"The Heart of the World is a land in strife. For fifty years the Holy Empire of Mann, an empire and religion born from a nihilistic urban cult, has been conquering nation after nation. Their leader, Holy Matriarch Sasheen, ruthlessly maintains control through her Diplomats, priests trained as subtle predators.
"The Mercian Free Ports are the only confederacy yet to fall. Their only land link to the southern continent, a long and narrow isthmus, is protected by the city of Bar-Khos. For ten years now, the great southern walls of Bar-Khos have been besieged by the Imperial Fourth Army.
"Ash is a member of an elite group of assassins, the Rōshun - who offer protection through the threat of vendetta. Forced by his ailing health to take on an apprentice, he chooses Nico, a young man living in the besieged city of Bar-Khos. At the time, Nico is hungry, desperate, and alone in a city that finds itself teetering on the brink.
"When the Holy Matriarch’s son deliberately murders a woman under the protection of the Rōshun; he forces the sect to seek his life in retribution.
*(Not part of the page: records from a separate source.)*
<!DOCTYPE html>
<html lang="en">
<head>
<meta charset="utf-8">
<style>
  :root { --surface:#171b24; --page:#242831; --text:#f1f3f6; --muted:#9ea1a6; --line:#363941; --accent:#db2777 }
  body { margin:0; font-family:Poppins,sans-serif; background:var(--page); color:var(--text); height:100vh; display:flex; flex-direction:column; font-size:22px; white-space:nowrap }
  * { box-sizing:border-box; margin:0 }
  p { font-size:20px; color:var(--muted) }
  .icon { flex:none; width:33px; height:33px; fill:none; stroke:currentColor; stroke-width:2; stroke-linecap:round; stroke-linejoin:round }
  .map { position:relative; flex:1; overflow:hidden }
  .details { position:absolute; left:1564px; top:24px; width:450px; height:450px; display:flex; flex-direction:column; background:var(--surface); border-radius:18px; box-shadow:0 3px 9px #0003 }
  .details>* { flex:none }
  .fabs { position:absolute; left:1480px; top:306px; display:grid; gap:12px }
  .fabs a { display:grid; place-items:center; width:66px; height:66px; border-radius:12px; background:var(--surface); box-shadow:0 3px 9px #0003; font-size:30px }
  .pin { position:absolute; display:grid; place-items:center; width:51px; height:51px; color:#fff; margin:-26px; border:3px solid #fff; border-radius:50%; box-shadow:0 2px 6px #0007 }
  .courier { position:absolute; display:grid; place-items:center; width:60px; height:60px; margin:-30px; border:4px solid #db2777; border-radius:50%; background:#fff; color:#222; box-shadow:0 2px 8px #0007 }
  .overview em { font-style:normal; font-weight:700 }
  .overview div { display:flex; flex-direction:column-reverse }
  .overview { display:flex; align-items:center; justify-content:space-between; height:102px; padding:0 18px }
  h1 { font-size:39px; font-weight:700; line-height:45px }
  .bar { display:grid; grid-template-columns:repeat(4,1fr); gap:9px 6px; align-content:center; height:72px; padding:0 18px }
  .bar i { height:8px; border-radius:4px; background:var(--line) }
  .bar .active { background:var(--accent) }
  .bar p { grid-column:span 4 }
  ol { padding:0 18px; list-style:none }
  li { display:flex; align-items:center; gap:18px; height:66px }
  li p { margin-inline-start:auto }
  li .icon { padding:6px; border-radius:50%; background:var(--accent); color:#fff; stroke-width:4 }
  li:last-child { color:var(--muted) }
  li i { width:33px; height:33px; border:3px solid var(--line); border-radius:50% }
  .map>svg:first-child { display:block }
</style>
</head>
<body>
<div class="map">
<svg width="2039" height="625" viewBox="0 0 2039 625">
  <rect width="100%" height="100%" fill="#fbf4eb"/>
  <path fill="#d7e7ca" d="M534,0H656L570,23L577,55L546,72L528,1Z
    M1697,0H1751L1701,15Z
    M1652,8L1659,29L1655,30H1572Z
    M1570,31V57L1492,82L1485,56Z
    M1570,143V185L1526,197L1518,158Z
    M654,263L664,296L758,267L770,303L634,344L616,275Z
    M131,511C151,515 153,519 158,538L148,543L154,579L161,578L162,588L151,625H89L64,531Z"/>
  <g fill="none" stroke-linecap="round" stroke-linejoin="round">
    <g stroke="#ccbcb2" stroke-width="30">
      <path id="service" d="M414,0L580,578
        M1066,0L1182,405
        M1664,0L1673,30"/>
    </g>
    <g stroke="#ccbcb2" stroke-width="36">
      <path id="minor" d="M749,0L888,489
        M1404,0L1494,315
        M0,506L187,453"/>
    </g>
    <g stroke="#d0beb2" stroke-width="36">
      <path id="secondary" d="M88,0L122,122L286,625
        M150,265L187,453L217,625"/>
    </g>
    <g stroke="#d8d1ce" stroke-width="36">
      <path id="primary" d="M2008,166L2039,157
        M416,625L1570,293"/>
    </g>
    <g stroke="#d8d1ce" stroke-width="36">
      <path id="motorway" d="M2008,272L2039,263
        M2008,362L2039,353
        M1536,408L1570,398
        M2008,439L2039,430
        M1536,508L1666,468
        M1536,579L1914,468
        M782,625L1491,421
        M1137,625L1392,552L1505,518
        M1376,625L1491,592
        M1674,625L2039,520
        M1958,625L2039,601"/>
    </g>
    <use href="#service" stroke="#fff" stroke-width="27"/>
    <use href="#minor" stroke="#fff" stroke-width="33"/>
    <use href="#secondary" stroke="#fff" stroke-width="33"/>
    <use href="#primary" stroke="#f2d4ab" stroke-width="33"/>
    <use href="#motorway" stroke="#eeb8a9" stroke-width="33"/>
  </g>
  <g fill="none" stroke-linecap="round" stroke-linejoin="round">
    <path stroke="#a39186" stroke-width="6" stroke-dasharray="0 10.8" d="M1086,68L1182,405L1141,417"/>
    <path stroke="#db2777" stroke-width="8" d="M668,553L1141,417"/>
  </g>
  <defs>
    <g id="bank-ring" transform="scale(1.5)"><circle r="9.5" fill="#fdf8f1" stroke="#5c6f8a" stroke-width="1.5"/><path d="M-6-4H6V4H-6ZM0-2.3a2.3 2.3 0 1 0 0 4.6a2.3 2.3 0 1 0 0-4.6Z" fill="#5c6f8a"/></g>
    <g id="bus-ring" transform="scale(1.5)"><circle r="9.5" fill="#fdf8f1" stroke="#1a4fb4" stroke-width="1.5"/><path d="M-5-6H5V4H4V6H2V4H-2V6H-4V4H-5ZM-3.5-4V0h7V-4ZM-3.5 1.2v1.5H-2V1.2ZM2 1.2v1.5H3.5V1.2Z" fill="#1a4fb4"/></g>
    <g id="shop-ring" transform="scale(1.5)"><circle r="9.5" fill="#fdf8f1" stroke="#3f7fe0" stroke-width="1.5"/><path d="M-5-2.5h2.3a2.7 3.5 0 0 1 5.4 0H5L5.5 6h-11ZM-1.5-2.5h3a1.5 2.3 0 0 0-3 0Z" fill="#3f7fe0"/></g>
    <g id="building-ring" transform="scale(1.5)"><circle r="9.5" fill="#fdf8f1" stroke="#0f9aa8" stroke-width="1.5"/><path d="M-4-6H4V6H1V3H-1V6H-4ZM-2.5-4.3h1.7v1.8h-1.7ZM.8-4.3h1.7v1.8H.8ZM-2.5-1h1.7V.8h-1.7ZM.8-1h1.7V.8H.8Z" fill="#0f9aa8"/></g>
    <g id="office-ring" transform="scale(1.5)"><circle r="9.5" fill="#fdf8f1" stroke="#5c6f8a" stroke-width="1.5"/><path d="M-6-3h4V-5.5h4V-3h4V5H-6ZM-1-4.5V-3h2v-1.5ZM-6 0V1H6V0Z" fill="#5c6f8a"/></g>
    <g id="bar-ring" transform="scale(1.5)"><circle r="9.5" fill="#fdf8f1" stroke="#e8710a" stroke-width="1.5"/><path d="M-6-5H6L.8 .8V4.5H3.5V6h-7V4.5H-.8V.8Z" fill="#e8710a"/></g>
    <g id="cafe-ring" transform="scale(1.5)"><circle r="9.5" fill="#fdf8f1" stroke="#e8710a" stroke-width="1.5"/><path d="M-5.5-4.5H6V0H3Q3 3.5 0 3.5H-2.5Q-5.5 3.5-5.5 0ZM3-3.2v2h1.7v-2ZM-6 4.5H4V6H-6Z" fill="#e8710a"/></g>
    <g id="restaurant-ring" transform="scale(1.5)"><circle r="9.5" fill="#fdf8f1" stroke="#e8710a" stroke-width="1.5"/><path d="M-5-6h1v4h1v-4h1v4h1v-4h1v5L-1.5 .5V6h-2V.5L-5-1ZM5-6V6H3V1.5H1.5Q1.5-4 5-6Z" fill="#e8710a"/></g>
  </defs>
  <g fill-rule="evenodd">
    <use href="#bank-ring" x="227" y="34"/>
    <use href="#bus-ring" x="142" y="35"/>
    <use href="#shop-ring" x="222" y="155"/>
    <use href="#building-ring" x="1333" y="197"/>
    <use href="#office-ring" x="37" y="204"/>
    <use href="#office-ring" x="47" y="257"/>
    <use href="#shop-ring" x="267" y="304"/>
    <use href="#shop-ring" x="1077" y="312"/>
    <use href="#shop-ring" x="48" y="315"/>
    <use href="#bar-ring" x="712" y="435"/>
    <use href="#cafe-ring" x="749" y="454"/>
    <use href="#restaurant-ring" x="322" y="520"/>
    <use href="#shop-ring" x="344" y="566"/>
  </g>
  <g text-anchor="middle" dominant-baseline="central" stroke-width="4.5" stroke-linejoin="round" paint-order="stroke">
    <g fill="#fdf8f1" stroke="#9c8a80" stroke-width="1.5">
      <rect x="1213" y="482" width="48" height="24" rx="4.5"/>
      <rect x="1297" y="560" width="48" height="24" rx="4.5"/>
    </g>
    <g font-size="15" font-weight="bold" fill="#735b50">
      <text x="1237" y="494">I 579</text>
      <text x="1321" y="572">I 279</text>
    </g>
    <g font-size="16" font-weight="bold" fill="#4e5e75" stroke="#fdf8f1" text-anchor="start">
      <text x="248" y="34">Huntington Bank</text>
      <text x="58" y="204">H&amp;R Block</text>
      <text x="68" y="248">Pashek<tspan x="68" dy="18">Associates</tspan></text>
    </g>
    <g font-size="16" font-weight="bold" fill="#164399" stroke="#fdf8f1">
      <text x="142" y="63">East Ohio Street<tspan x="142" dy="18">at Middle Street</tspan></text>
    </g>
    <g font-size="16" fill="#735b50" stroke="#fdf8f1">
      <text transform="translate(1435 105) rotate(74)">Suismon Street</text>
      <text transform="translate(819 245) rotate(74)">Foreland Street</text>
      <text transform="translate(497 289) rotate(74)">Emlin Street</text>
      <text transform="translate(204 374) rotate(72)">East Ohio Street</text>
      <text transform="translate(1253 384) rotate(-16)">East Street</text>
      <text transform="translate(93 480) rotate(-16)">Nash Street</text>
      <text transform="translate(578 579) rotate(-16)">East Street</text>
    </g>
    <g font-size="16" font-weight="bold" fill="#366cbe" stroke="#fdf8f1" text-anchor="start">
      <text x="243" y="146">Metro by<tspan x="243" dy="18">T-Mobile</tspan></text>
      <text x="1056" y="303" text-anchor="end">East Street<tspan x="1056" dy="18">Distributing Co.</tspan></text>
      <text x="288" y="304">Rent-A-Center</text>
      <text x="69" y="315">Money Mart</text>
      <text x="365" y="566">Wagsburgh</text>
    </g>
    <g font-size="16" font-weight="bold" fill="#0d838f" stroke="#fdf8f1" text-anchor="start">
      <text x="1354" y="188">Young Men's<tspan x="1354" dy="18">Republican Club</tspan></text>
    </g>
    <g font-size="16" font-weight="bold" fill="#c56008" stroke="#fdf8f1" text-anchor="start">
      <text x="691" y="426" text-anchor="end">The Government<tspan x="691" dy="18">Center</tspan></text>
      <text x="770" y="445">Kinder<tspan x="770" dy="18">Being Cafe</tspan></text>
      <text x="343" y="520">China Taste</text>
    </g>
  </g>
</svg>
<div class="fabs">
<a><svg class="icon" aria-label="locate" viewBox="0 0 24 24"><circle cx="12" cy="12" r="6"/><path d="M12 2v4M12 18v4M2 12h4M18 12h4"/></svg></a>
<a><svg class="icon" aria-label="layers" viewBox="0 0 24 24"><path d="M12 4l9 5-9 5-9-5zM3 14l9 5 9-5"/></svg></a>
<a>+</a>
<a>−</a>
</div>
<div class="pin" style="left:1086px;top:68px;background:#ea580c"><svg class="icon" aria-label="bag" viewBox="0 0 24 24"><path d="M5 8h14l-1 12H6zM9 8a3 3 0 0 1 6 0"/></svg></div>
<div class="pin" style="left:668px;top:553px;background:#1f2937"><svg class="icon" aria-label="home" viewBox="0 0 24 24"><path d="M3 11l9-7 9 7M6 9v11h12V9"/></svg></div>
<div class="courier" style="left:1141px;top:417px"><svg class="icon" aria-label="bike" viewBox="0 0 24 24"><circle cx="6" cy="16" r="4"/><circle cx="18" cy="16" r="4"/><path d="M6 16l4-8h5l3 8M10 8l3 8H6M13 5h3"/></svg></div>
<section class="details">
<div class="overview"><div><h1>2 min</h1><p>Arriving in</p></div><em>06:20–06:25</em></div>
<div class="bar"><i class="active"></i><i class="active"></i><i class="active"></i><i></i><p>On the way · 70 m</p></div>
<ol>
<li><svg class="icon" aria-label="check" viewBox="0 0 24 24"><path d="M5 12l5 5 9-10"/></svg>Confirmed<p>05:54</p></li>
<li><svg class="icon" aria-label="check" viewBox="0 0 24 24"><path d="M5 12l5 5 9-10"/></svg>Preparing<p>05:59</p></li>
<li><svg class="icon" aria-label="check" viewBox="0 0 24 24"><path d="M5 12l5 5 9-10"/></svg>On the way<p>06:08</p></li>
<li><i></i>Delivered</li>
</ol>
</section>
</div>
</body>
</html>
As Ash and his young apprentice set out to fulfil the Rōshun orders – their journey takes them into the heart of the conflict between the Empire and the Free Ports . . . into bloodshed and death."
Farlander begins with a brief but exciting prologue which introduces us to Ash, a sickly old assassin who is the pivot around which Colin Buchanan's first novel turns. He is a character spun from fine cloth, a solitary warrior whose ill health forces him to take on an apprentice in the form of Nico, a homeless thief caught red-handed in the act of his dubious trade and otherwise down on his luck. Together, Ash and Nico travel to a monastery deep in the mountains of Cheem where the young ragamuffin is trained to follow in the footsteps of his master by becoming Rōshun.
Whatever the strength of its start, Farlander peters out rather quickly in the pages that follow, as Buchanan falls to worldbuilding and the abrupt introduction of a series of at-best tertiary characters. When the duo arrive at Sato, the distant dwelling of Ash and his fellow assassins, the narrative picks up again, but even then it only ticks over into high gear after a relaxing, if somewhat overlong series of hijinx in and around the hills. The beginnings of an intriguing world are present and correct, and the characters too begin to come alive, but however deft and considered Buchanan's prose is - and it is: the man can turn a phrase with the best of them, I'll say that - his spotty sense of pacing means that by the time the real action gets going, Farlander is sadly almost over.
But all is not lost, not by a long shot. Even at its lowest ebb, which is to say around the book's baggy midsection, Buchanan's debut remains a compelling read. The thoughtful offspring of some unholy union between The Lies of Locke Lamora and the better parts of The Left Hand of God, there's a good tale to be told here, a tale that touches on such notions as legacy, learning and loss. Would that Farlander had the focus, or even the length, to do justice to those themes. You get the sense that the author has much more to say about the motifs that recur throughout his first novel; as is, readers can take comfort in the fact that Buchanan at least treats them respectfully, returning to and gradually developing each just short of a fine point.
According to the mini-biography at the back of the book, debut author Colin Buchanan has been "homeless in Belfast, lost in a Zen monastery, and scratching grafitti as a guest of the local constabulary," and so it comes as no surprise that the expansive cast of the first volume of The Heart of the World find themselves in equivalent fantasy environs. In point of fact, short of a brave, game-changing twist in its last act that will have readers reeling, that's exactly the problem: there's just too little about Farlander that is surprising. Things proceed much as you imagine they will; the dense exposition sometimes drags, the characters tread water too often, even the earth-shattering events that occur away from the narrative's main thoroughfare are devoid of the impact they should have.
For all that, though, there is yet something about Farlander that bodes well for the future of the series. Buchanan's voice is distinct, his central character memorably rendered, and the setting for his fiction starkly convincing, if ill-exploited. Taken as the foundation of a far greater tale, Farlander is despite its missteps packed with promise; as a self-contained tale, which I should stress it is not, it is a largely unsatisfying endeavour. Colin Buchanan's first novel is not, then, the greatest genre debut of the year, but equally, it is very far from the worst. As the Seer says, "the seeds of things show what fruits will come of them," and though there's perhaps better eating to be had than in the seeds of The Heart of the World, I don't doubt that the eventual fruits of this author's literary labours will prove considerably more delicious.